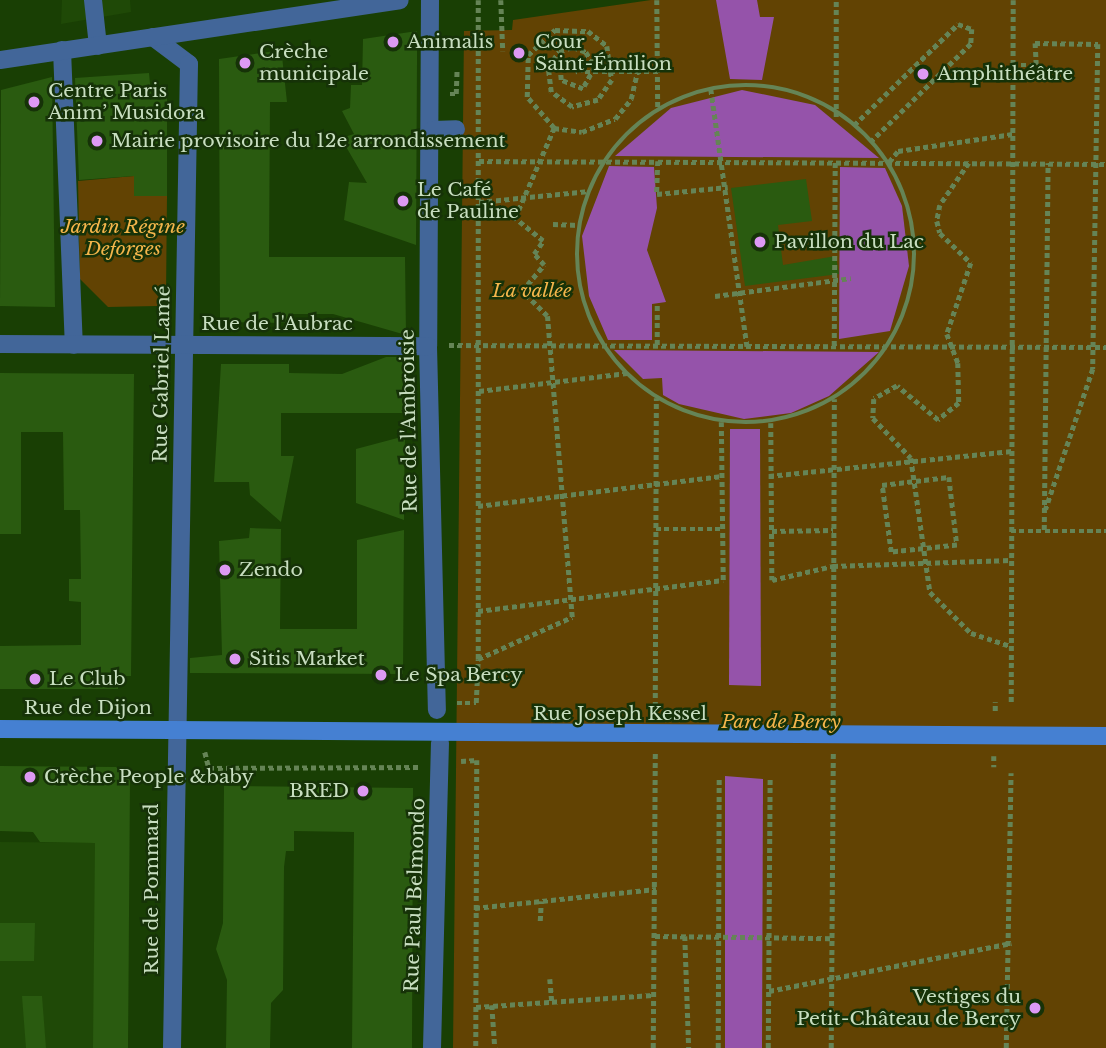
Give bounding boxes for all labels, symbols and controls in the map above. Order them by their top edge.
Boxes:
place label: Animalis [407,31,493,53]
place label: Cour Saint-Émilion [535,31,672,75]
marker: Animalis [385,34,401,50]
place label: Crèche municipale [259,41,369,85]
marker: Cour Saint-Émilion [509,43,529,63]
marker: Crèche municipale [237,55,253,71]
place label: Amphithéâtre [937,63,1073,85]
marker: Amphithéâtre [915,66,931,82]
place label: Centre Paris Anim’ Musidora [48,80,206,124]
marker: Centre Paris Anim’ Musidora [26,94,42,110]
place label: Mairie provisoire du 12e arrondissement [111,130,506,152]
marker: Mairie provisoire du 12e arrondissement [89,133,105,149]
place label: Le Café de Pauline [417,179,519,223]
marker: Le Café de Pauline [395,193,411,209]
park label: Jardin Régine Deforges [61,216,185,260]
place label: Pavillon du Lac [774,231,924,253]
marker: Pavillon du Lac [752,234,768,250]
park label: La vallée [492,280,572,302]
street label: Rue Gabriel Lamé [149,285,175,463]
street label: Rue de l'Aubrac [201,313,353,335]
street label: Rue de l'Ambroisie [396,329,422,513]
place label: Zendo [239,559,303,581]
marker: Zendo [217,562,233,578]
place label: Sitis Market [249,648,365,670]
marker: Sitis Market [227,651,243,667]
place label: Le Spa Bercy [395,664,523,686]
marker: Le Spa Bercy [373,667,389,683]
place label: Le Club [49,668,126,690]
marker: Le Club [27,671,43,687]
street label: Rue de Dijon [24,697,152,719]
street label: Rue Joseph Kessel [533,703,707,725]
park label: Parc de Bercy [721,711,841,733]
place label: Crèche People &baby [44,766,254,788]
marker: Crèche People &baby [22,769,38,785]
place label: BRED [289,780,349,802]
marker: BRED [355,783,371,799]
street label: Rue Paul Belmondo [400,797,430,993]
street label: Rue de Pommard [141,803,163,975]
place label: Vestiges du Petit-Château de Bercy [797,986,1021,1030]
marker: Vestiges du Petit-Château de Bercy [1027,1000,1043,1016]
--- --- ---
Your objective
Omit the pictures. Output every record above word for word.

Solution below
Give bounding boxes for all labels, symbols and controls in the map above. Order them by their top edge.
Boxes:
place label: Animalis [407,31,493,53]
place label: Cour Saint-Émilion [535,31,672,75]
marker: Animalis [385,34,401,50]
place label: Crèche municipale [259,41,369,85]
marker: Cour Saint-Émilion [509,43,529,63]
marker: Crèche municipale [237,55,253,71]
place label: Amphithéâtre [937,63,1073,85]
marker: Amphithéâtre [915,66,931,82]
place label: Centre Paris Anim’ Musidora [48,80,206,124]
marker: Centre Paris Anim’ Musidora [26,94,42,110]
place label: Mairie provisoire du 12e arrondissement [111,130,506,152]
marker: Mairie provisoire du 12e arrondissement [89,133,105,149]
place label: Le Café de Pauline [417,179,519,223]
marker: Le Café de Pauline [395,193,411,209]
park label: Jardin Régine Deforges [61,216,185,260]
place label: Pavillon du Lac [774,231,924,253]
marker: Pavillon du Lac [752,234,768,250]
park label: La vallée [492,280,572,302]
street label: Rue Gabriel Lamé [149,285,175,463]
street label: Rue de l'Aubrac [201,313,353,335]
street label: Rue de l'Ambroisie [396,329,422,513]
place label: Zendo [239,559,303,581]
marker: Zendo [217,562,233,578]
place label: Sitis Market [249,648,365,670]
marker: Sitis Market [227,651,243,667]
place label: Le Spa Bercy [395,664,523,686]
marker: Le Spa Bercy [373,667,389,683]
place label: Le Club [49,668,126,690]
marker: Le Club [27,671,43,687]
street label: Rue de Dijon [24,697,152,719]
street label: Rue Joseph Kessel [533,703,707,725]
park label: Parc de Bercy [721,711,841,733]
place label: Crèche People &baby [44,766,254,788]
marker: Crèche People &baby [22,769,38,785]
place label: BRED [289,780,349,802]
marker: BRED [355,783,371,799]
street label: Rue Paul Belmondo [400,797,430,993]
street label: Rue de Pommard [141,803,163,975]
place label: Vestiges du Petit-Château de Bercy [797,986,1021,1030]
marker: Vestiges du Petit-Château de Bercy [1027,1000,1043,1016]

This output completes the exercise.